━━━ Extracted data ━━━

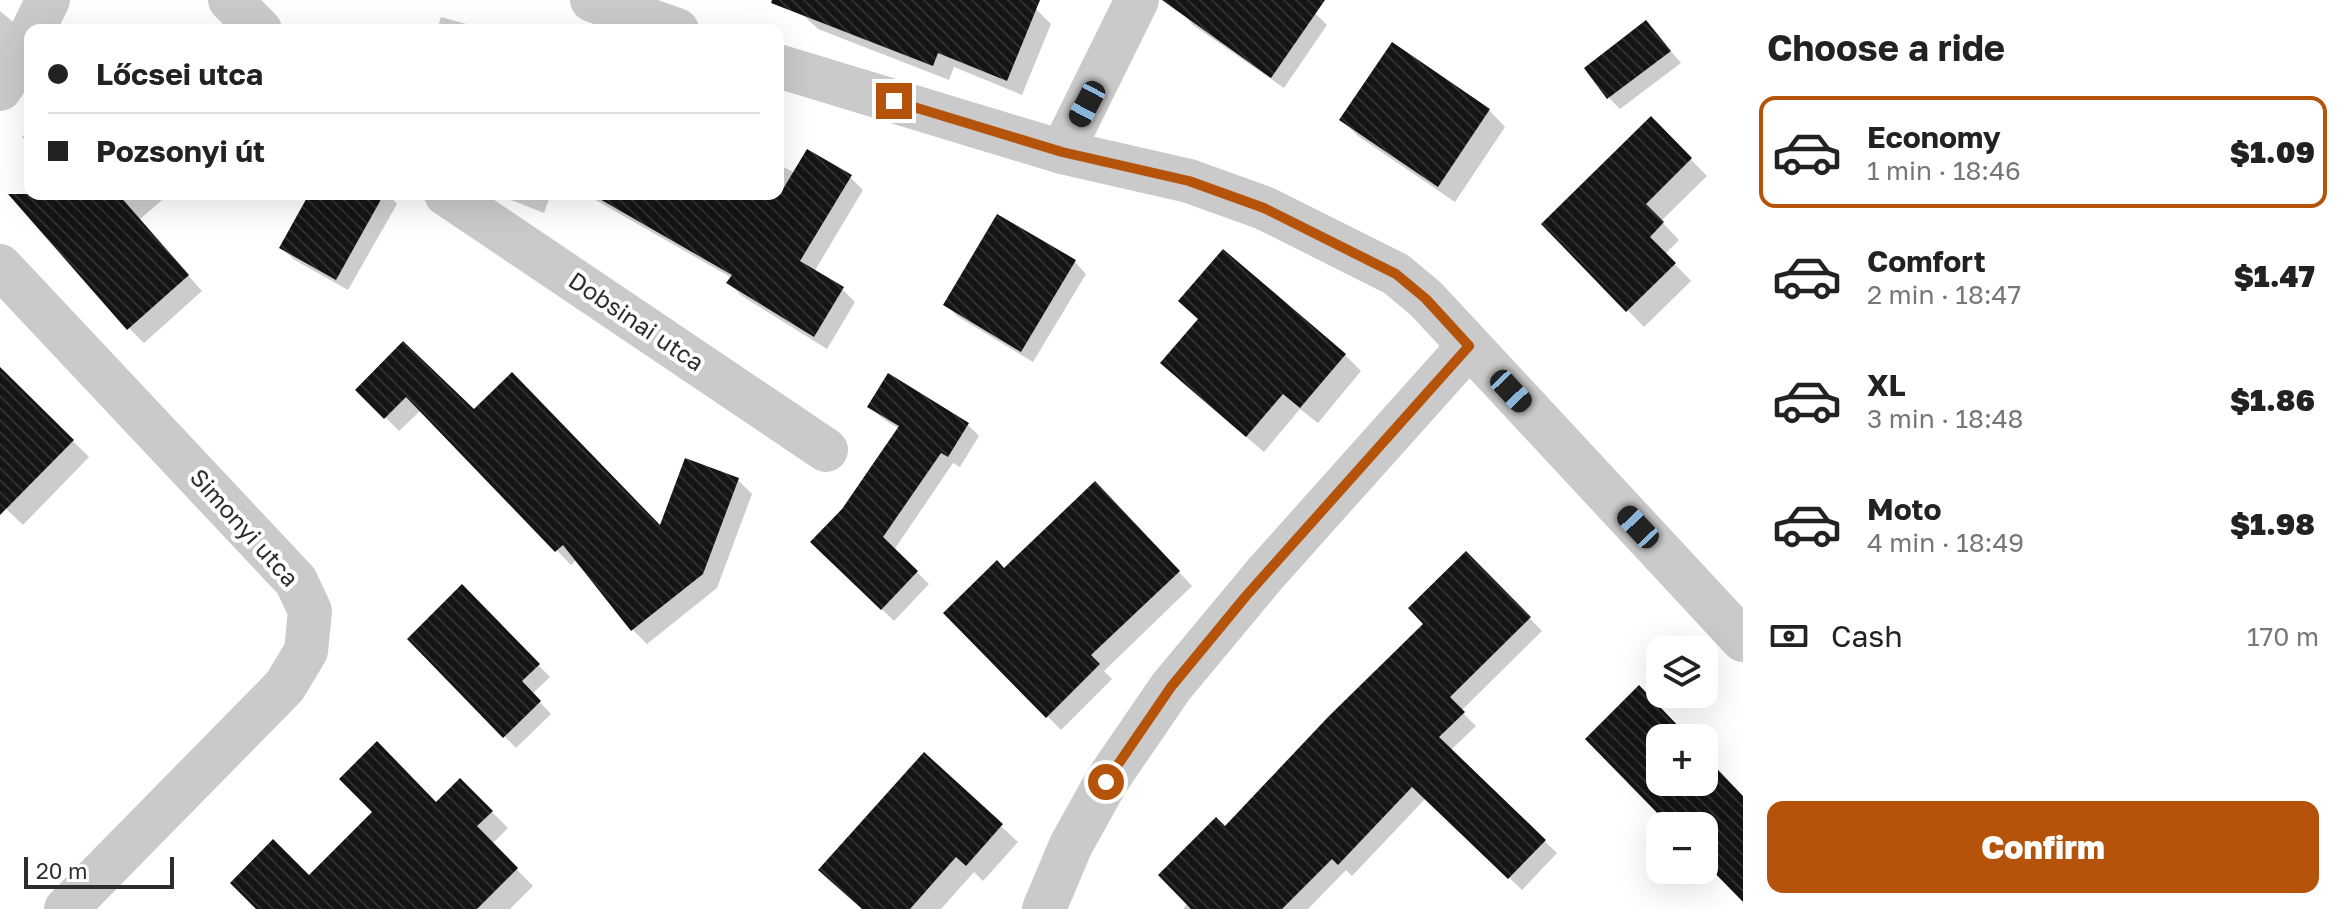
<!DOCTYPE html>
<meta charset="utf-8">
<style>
:root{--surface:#fff;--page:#f6f6f6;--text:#222;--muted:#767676;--line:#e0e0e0;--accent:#b45309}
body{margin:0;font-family:"Golos Text",sans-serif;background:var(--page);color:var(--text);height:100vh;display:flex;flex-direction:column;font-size:30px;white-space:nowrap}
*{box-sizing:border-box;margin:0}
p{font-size:26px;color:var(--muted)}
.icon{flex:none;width:44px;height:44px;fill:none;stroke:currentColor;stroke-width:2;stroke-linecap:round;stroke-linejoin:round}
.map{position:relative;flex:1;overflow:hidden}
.side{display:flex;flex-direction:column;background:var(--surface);width:600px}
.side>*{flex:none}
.guide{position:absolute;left:24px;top:24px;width:760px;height:176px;border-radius:16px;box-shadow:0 8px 32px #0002;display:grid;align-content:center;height:176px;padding:0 24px;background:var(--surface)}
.fabs{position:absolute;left:1646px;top:636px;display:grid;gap:16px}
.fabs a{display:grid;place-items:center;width:72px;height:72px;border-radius:16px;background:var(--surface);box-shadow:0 8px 32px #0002;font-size:40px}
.scale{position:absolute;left:24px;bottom:20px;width:150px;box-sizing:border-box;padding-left:8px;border:4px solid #2d2d2d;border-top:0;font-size:22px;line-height:28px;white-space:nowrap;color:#2d2d2d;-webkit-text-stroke:6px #fff;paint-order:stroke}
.end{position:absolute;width:36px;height:36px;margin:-18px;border:10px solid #b45309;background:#fff;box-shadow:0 0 0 4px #fff}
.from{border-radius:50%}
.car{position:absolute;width:24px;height:48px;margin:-24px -12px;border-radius:10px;box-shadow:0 0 6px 2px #0007;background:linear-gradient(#222 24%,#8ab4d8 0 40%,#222 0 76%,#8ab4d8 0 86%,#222 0)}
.guide b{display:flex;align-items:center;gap:28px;height:76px;font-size:30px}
.guide b+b{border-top:2px solid var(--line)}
.guide i{width:20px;height:20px;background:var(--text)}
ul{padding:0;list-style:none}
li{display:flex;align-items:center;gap:24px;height:112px;margin:0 16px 12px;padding:0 8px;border:4px solid transparent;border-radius:16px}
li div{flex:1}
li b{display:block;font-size:30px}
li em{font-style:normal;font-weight:800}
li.on{border-color:var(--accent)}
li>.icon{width:72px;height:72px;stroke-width:1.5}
h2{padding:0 24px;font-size:36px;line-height:96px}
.pay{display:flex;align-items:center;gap:20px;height:88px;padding:0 24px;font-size:30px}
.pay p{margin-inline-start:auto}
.action{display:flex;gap:16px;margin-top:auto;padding:16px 24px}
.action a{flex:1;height:92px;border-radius:16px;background:var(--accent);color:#fff;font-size:32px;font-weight:800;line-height:92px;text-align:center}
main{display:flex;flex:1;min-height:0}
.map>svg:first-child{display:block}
.shadow{fill:#0003}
.building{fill:url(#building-back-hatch)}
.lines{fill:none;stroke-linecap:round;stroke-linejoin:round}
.minor{stroke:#cacaca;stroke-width:44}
.route{stroke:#b45309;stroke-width:10}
.labels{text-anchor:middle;stroke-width:8;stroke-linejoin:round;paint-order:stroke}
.street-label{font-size:24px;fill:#2d2d2d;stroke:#fff}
</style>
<main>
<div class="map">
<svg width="1743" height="909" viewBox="0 0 1743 909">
<defs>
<pattern id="building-back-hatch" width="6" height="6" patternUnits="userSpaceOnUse" patternTransform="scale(2)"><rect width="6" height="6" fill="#141414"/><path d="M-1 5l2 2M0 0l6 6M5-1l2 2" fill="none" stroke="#2e2e2e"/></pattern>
</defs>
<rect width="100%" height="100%" fill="#fff"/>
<!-- shadow -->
<g class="shadow">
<path d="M808,0H1012L1036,9L1051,24L1022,95L954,67L949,80L818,29L802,14Z"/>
<path d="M1191,0H1296L1315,13L1327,25L1284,88L1193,25L1182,13Z"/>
<path d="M0,11L18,26L0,53Z"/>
<path d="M441,17L488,30H437Z"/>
<path d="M1646,22L1681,63L1620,109L1609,98Z"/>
<path d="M1489,110L1505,127L1455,202L1358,136L1342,120Z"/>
<path d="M1651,119L1707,176L1661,221L1679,240L1665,254L1691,281L1644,327L1544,224Z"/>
<path d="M30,130V146L22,137Z"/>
<path d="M778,164L795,173L850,177L863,190L814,272L842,289L855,302L827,349L742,296L729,283L732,278L585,194H778Z"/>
<path d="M44,194H169L139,220L202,291L144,343L129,328Z"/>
<path d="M311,194H388L397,204L348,290L293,259L282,248Z"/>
<path d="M502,194H551L544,213L506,198Z"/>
<path d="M1075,262L1086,274L1033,362L957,316L945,304Z"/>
<path d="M1200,320L1345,355L1361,371L1318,423L1300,409L1264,452L1179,380Z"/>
<path d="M403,344L474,411L661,528L738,480L752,494L717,588L647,644L633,630L577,559L571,565L421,410L399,431L358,390Z"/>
<path d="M0,369L89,457L23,525L0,503Z"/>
<path d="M870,406L968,425L979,436L960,467L953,463L894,550L929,584L894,621L813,542L843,510L899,429L882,418Z"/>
<path d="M1109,497L1192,586L1104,671L1112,679L1061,730L946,613Z"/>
<path d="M1466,553L1542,631L1461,711L1476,726L1450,751L1557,853L1522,890L1426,798L1352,876L1346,870L1308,909H1183L1188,903L1225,829L1426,624Z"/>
<path d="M462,587L550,677L532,694L551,714L516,748L409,639Z"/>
<path d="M924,755L1018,842L983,881L974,872L941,909H863Z"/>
<path d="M460,780L508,828L492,844L533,886L510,909H259L309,878L436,804Z"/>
</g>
<!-- building -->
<g class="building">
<path d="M772,0H1040L1007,81L938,53L933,66L771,3Z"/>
<path d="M1162,0H1325L1271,78Z"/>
<path d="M1646,20L1671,51L1607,99L1584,68Z"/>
<path d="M1392,42L1490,109L1438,187L1339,120Z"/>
<path d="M1651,116L1692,158L1646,204L1664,222L1650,237L1676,263L1626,312L1541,224Z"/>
<path d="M807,149L852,175L800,261L844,287L814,337L726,283L732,275L591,194H780Z"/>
<path d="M8,194H118L189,275L127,330Z"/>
<path d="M309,194H384L336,280L279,248Z"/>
<path d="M997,214L1076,260L1021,352L943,305Z"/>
<path d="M1223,249L1346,354L1300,408L1283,394L1246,437L1160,363L1198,319L1178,301Z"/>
<path d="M403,341L474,409L512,372L660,525L685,458L739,478L703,574L631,631L563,545L555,552L406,397L384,419L355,390Z"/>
<path d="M0,367L74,440L0,515Z"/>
<path d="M888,373L969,423L948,457L941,453L883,537L918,571L881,610L810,542L842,509L899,426L867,407Z"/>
<path d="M1095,481L1180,571L1091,655L1100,664L1046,718L943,613L997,560L1004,568Z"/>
<path d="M1466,551L1531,617L1450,697L1465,712L1439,737L1546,840L1508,879L1412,787L1338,865L1332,859L1282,909H1191L1158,875L1216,817L1225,826L1329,716L1423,624L1408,608Z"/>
<path d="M462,584L540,664L522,681L541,701L503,738L407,639Z"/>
<path d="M1639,685L1684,732L1682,733L1687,738H1660V782H1704V755L1743,796V902L1704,862V826H1670L1585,739Z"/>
<path d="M377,741L436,802L460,778L493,811L477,826L518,868L477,909H256L230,883L273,839L309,875L372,812L339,779Z"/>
<path d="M924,752L1003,824L966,866L956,857L910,909H862L818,870Z"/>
</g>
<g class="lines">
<!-- minor -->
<g class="minor">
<path d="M230,0L260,30"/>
<path d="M592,0L677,30"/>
<path d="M33,30L48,0"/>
<path d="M778,66L1062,152L1189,181L1264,208L1396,274L1426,299L1743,640"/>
<path d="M0,89L14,68L30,37"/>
<path d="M1062,152L1137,0"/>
<path d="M446,194L826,450"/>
<path d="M0,266L296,581L310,611L306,651L285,686L66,909"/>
<path d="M1044,909L1071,845L1106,782L1171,687L1265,574L1469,346"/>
</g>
</g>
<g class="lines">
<!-- route -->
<path class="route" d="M894,101L1062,152L1189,181L1264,208L1396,274L1426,299L1469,346L1246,596L1171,687L1106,782"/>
</g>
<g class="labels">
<!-- street labels -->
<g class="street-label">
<text transform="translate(636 322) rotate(34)" y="8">Dobsinai utca</text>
<text transform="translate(244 528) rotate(48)" y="8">Simonyi utca</text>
</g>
</g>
</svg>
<div class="fabs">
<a><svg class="icon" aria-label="layers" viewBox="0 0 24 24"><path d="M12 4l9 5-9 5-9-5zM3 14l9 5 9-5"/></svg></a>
<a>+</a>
<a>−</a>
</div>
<div class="scale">20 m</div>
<i class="end from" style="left:1106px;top:782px"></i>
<i class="end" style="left:894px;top:101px"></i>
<i class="car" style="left:1087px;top:104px;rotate:208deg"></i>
<i class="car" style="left:1511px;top:391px;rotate:137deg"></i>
<i class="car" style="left:1638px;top:527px;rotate:317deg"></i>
<div class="guide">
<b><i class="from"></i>Lőcsei utca</b>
<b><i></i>Pozsonyi út</b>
</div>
</div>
<section class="side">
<h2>Choose a ride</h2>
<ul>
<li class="on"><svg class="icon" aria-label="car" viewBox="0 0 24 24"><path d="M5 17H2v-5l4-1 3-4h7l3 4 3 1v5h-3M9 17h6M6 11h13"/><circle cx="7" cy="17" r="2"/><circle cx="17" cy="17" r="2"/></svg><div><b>Economy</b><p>1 min · 18:46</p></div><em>$1.09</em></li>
<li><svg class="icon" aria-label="car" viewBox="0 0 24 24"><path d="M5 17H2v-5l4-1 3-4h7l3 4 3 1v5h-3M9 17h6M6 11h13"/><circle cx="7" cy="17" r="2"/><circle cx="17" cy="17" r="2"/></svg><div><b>Comfort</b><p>2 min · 18:47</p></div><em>$1.47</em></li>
<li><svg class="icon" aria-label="car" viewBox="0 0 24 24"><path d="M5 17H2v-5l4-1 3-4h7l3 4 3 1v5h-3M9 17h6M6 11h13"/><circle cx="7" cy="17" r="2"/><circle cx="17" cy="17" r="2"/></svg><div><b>XL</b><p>3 min · 18:48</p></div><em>$1.86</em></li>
<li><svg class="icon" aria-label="car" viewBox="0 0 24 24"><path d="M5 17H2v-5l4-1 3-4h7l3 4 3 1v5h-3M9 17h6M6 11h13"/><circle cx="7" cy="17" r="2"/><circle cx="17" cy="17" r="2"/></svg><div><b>Moto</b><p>4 min · 18:49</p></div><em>$1.98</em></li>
</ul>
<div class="pay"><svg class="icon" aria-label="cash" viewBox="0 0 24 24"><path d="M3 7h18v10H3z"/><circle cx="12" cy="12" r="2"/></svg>Cash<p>170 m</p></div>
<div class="action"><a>Confirm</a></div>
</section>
</main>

━━━

## About this exercise:
Go through the listing and say how many lines contain the string "direction", offering only the number.

## Response to this task:
2